(DATA UNDER STUDY Opens)

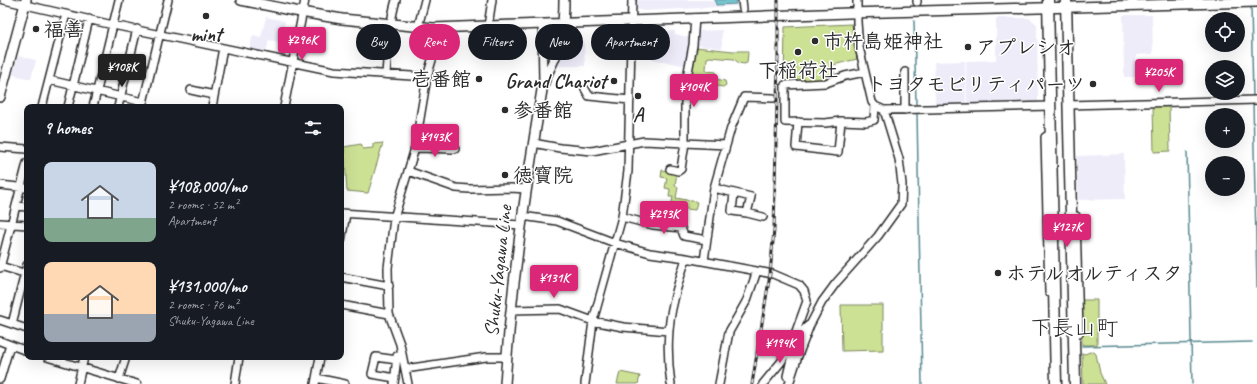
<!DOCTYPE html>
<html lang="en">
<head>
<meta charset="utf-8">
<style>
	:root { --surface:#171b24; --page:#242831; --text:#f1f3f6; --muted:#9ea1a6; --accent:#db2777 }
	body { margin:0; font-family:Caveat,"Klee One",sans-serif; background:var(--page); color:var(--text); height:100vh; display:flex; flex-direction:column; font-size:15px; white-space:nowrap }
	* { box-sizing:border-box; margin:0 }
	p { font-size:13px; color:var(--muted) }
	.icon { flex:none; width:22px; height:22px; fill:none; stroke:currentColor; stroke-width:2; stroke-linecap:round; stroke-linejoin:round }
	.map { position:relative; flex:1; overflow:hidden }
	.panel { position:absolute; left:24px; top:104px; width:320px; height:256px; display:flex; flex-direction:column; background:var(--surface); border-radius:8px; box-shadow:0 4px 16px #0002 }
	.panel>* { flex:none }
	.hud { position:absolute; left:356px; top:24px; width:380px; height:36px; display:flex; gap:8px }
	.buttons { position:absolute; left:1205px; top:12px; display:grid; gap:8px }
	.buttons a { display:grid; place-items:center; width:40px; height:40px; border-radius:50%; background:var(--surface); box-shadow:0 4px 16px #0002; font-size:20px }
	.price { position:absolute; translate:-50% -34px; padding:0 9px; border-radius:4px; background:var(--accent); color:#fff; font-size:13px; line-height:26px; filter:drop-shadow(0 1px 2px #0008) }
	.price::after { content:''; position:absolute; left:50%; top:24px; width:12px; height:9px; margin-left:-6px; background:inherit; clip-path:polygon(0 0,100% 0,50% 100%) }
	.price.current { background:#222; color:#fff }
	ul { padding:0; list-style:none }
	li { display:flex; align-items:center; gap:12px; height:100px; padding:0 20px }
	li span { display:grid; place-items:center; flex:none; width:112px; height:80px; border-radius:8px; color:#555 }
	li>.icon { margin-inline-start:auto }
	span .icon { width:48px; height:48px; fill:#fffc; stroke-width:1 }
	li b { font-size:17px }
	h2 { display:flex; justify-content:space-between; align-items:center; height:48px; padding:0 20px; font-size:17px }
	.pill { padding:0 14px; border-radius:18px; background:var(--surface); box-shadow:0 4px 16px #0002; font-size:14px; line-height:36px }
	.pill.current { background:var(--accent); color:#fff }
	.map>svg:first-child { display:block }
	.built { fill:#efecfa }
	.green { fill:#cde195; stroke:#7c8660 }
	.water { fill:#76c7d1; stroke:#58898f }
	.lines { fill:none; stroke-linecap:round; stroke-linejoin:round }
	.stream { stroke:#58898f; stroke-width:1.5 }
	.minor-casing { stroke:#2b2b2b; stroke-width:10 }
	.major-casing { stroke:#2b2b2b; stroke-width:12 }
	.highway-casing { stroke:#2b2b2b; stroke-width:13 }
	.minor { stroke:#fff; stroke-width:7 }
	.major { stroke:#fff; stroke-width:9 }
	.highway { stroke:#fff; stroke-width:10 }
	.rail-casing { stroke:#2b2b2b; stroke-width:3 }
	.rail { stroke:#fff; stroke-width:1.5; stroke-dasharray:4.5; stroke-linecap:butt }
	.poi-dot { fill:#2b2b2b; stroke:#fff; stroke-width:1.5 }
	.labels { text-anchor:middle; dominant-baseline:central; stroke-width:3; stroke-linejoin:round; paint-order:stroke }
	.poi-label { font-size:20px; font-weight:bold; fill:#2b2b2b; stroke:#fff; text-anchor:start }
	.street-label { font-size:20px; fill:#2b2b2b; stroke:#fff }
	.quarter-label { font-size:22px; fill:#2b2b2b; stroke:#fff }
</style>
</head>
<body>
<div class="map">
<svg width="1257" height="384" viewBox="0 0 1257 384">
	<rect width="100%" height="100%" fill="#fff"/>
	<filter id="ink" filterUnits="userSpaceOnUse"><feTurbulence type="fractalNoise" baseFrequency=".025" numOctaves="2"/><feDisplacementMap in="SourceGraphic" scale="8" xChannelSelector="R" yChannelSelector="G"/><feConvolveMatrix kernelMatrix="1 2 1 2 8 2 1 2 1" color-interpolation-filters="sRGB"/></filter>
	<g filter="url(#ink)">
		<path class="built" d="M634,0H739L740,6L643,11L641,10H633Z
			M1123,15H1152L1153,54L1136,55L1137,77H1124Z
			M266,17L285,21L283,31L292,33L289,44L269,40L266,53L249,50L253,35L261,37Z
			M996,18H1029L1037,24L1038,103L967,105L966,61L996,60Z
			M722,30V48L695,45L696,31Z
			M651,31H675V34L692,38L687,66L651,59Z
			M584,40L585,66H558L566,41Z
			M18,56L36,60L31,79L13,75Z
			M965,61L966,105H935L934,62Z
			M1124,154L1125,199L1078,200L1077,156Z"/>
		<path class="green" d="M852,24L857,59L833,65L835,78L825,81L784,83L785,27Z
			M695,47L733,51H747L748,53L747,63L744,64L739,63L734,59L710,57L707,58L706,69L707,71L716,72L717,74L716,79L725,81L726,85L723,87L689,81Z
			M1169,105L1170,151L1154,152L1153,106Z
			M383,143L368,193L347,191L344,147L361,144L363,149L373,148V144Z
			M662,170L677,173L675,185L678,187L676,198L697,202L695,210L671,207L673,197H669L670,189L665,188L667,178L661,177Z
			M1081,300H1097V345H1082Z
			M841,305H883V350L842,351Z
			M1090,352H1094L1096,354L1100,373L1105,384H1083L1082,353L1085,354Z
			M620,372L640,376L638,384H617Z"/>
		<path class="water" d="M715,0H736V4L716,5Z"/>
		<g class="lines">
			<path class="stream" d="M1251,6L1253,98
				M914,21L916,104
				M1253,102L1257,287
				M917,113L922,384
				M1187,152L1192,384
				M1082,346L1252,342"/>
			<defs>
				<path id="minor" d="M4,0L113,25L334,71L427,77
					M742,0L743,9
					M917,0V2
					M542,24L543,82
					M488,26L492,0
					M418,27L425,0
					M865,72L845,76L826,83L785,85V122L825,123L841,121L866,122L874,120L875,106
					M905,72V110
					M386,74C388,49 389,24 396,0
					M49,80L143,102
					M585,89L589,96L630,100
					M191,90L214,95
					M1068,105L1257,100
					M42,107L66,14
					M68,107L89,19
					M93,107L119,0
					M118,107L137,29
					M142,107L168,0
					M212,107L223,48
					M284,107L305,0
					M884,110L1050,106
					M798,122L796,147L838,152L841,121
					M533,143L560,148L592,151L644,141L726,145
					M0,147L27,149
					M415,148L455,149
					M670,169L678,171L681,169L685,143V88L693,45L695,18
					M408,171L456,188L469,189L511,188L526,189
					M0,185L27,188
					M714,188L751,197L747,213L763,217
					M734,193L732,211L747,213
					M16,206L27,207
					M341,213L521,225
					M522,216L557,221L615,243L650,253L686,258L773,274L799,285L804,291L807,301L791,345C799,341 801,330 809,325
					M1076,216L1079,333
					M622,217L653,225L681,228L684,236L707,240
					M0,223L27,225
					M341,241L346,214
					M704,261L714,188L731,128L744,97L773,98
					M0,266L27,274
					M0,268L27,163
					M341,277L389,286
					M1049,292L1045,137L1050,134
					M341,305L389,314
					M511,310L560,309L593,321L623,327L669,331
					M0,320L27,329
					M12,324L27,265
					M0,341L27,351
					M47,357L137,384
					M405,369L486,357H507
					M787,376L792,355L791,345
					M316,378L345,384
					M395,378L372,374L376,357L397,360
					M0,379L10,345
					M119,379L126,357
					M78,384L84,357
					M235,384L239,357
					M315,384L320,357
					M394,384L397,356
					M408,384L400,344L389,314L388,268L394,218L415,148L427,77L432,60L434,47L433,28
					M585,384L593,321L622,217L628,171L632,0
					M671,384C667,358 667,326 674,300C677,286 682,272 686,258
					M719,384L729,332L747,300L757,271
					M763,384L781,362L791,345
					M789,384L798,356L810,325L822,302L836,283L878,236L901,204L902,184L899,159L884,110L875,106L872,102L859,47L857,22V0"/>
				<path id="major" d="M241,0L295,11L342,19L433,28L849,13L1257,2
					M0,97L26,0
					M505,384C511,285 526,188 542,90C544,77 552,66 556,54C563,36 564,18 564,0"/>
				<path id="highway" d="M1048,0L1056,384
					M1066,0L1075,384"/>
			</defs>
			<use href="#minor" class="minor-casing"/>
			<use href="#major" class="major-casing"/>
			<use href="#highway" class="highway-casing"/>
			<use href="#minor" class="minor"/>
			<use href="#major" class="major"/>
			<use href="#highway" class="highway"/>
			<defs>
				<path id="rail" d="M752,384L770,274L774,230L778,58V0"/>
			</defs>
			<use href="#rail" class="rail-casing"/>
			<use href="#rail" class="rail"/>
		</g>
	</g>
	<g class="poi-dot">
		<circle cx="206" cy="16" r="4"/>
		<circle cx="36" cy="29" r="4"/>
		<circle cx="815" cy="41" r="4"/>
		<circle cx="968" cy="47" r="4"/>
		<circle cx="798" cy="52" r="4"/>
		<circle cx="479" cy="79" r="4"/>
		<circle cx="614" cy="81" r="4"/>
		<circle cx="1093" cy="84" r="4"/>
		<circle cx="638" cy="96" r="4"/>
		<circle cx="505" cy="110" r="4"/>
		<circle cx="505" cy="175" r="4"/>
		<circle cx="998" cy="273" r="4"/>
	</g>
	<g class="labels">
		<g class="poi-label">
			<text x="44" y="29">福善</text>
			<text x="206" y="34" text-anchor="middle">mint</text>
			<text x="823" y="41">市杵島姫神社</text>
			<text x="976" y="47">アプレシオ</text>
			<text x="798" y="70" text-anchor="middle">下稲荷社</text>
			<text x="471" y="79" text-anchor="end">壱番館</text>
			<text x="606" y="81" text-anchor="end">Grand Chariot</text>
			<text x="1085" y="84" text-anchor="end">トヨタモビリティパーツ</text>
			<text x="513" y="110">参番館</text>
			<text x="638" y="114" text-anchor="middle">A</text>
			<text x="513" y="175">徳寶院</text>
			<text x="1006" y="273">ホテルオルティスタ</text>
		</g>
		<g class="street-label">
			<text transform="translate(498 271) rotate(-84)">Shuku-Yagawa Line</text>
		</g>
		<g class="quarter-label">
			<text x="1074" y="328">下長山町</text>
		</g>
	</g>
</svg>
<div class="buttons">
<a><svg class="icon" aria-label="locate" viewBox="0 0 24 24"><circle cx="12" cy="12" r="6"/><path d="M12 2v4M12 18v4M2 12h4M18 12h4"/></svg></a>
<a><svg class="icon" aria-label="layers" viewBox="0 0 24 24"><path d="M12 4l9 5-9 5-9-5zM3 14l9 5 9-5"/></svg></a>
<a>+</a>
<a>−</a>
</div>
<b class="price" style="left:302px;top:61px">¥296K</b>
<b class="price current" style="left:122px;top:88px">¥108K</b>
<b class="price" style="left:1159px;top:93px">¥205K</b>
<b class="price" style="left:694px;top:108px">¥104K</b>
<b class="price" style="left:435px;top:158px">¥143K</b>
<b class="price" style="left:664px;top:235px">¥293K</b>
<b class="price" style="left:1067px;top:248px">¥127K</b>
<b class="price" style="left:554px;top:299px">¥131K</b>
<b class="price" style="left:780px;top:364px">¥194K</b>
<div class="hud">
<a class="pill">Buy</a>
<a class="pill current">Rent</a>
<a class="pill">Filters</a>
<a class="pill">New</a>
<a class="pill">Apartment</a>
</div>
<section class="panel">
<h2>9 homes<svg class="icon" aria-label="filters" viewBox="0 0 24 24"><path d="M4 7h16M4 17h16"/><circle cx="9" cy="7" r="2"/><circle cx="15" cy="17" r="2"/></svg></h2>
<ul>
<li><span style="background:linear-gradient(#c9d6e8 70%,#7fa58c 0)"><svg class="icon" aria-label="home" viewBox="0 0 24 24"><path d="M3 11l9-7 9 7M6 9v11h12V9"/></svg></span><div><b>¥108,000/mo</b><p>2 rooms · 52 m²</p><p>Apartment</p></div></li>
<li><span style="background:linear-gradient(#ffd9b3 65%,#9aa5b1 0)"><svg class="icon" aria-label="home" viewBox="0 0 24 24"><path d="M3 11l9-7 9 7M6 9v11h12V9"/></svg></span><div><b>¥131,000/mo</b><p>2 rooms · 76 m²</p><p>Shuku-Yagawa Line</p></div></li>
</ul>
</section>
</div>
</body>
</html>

(DATA UNDER STUDY Closes)

_EXERCISE GOAL_
Please print, exactly as given, the lines running from the beginning of the listing through the line containing "position:relative; flex:1; overflow:hidden", omitting each picture.

_ANSWER TO THIS TASK_
<!DOCTYPE html>
<html lang="en">
<head>
<meta charset="utf-8">
<style>
	:root { --surface:#171b24; --page:#242831; --text:#f1f3f6; --muted:#9ea1a6; --accent:#db2777 }
	body { margin:0; font-family:Caveat,"Klee One",sans-serif; background:var(--page); color:var(--text); height:100vh; display:flex; flex-direction:column; font-size:15px; white-space:nowrap }
	* { box-sizing:border-box; margin:0 }
	p { font-size:13px; color:var(--muted) }
	.icon { flex:none; width:22px; height:22px; fill:none; stroke:currentColor; stroke-width:2; stroke-linecap:round; stroke-linejoin:round }
	.map { position:relative; flex:1; overflow:hidden }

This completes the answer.